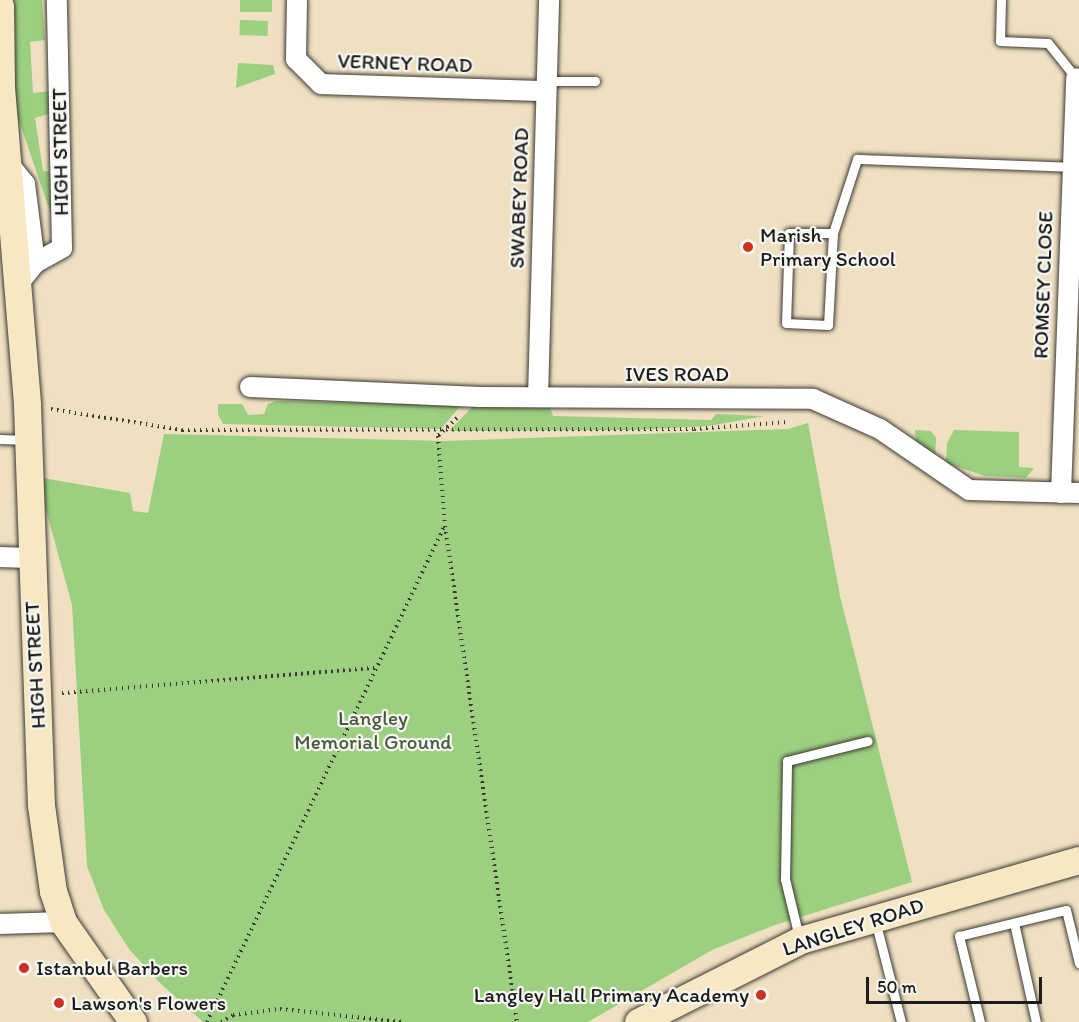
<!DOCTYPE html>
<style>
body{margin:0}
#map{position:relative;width:1079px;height:1022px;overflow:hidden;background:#efe0c1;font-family:Itim,sans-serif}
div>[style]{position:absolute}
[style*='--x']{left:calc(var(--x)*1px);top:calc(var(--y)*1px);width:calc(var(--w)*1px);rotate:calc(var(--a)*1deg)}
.green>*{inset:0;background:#9ccf7f;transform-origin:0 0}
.path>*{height:4px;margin-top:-2px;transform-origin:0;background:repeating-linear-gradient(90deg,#3c3935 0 1.5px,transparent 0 6px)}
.roads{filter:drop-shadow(0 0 2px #3c3935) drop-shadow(0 0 2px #3c3935)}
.lane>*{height:9px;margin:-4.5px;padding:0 4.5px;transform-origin:4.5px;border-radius:4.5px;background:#fff}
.street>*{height:20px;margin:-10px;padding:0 10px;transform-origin:10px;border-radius:10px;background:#fff}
.secondary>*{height:27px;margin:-13.5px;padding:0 13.5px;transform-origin:13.5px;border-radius:13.5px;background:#f7e8c3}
.dots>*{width:16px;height:16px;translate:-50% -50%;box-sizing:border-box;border:3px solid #f6f6f2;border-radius:50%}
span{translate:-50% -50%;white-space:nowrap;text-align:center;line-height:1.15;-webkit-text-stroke:4.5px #f6f6f2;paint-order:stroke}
.street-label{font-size:21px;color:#1c1c1c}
.poi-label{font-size:21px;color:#1c1c1c}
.left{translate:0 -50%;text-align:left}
.right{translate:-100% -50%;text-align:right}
.park-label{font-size:21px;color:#495b3f}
.scale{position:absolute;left:866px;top:977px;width:176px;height:27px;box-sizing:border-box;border:3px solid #1c1c1c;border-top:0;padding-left:8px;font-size:18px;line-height:21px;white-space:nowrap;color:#1c1c1c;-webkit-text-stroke:4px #f6f6f2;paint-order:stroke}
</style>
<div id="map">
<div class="green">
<div style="clip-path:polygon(13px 0,42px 0,45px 40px,30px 42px,33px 93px,50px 91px,51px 113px,35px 118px,43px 171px,57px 172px,53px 220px,17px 115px,12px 79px)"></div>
<div style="left:240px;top:0;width:32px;height:12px"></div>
<div style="left:240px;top:20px;width:28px;height:15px;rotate:2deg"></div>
<div style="clip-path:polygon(238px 63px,273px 65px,275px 74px,236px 88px)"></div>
<div style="clip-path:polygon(277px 401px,461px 405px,441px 429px,223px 424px,218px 414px,218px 404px,242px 404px,248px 415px,264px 414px,268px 404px)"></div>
<div style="clip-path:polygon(475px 404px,550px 408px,553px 416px,711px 420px,716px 414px,765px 416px,708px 426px,633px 430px,449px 431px)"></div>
<div style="clip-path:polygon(808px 423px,840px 596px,912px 882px,775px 925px,712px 950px,588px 1022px,203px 1022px,161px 984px,129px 949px,104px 910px,87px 866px,72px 605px,37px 477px,130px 493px,133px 511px,148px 513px,164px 434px,445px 441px,788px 429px)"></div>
<div style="clip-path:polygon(915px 430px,931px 431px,936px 438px,935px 458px,916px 444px)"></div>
<div style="clip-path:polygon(954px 430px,1019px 432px,1019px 467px,1034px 468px,1026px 478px,985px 476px,946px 463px,947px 443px)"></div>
</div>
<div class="path">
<div style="--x:51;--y:409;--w:133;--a:9.1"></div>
<div style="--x:182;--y:430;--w:512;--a:-0.11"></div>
<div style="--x:694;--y:429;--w:94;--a:-4.3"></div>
<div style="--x:457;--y:418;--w:26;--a:137"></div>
<div style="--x:438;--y:436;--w:90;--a:85.6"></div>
<div style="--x:445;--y:526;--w:501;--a:81.74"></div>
<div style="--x:62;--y:693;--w:314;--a:-4.6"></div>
<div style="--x:207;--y:1022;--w:549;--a:-64.42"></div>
<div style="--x:221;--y:1022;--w:14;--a:-30"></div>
<div style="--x:233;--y:1015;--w:47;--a:-7.3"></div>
<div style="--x:280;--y:1009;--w:125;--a:6"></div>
</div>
<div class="roads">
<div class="lane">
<div style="--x:1001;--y:0;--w:41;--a:91.4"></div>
<div style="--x:1000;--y:41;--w:48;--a:2.4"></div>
<div style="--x:1048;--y:43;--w:45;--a:51.3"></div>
<div style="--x:547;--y:81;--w:48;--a:0"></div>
<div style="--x:833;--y:233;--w:44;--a:180"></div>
<div style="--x:789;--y:233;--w:90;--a:91.9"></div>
<div style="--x:786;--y:323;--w:42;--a:2.7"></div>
<div style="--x:828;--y:325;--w:92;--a:-86.9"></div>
<div style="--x:833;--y:233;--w:78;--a:-72"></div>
<div style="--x:857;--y:159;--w:214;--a:2.1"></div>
<div style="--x:0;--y:439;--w:25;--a:2"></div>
<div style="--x:875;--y:920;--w:105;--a:75.7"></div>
<div style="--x:1014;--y:923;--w:101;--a:77.5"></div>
<div style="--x:799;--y:937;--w:60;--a:-103.6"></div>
<div style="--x:785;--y:879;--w:118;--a:-89"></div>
<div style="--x:787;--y:761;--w:83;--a:-13.9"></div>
<div style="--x:980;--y:1022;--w:89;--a:-103.7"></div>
<div style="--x:959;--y:936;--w:110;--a:-13.7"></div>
<div style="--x:1066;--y:910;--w:55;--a:76.2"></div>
</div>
<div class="street">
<div style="--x:297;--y:0;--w:59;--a:91"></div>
<div style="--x:296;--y:59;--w:35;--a:45"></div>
<div style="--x:321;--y:84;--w:225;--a:1.8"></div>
<div style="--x:8;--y:163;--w:27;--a:51"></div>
<div style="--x:25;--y:184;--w:80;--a:82.8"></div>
<div style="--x:19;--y:283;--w:26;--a:-51"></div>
<div style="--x:35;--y:263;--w:31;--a:-29"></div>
<div style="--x:62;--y:248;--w:248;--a:-91.2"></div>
<div style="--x:250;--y:387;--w:230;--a:2.5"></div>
<div style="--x:480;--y:397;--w:333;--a:0.3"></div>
<div style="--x:813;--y:399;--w:73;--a:24.1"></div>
<div style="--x:880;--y:429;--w:108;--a:34.4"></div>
<div style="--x:969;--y:490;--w:110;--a:1.6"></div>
<div style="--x:538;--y:397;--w:397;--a:-88.4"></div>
<div style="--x:1061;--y:493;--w:415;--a:-87.9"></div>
<div style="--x:0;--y:557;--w:29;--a:2"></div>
<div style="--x:0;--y:924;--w:63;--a:-1.8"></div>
</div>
<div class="secondary">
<div style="--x:0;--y:6;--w:81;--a:89.3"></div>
<div style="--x:1;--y:87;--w:319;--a:85.3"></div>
<div style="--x:27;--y:405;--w:400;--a:88"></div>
<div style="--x:41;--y:805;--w:87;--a:82.1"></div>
<div style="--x:53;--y:891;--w:33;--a:72"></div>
<div style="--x:63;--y:922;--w:122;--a:55"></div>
<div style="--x:638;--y:1022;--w:182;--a:-26.8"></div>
<div style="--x:800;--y:940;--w:290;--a:-16"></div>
</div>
</div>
<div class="dots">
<div style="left:748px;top:247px;background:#c8321e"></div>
<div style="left:24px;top:968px;background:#c8321e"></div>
<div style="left:761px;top:995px;background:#c8321e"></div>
<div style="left:59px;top:1003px;background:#c8321e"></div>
</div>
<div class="street-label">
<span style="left:405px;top:63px;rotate:2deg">VERNEY ROAD</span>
<span style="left:60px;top:152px;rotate:-91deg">HIGH STREET</span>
<span style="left:519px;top:198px;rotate:-88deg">SWABEY ROAD</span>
<span style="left:1043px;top:285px;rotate:-88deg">ROMSEY CLOSE</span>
<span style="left:677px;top:374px">IVES ROAD</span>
<span style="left:35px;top:665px;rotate:-93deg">HIGH STREET</span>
<span style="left:853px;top:927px;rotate:-18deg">LANGLEY ROAD</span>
</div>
<div class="poi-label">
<span class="left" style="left:760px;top:247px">Marish<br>Primary School</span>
<span class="left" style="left:36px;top:968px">Istanbul Barbers</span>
<span class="right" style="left:749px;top:995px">Langley Hall Primary Academy</span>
<span class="left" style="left:71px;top:1003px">Lawson's Flowers</span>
</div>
<div class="park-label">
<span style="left:373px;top:730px">Langley<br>Memorial Ground</span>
</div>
<div class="scale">50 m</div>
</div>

---

### TO DO
Total the lines of the data that include the word "green", and give that total as the sole response.

### EXERCISE RESULT
2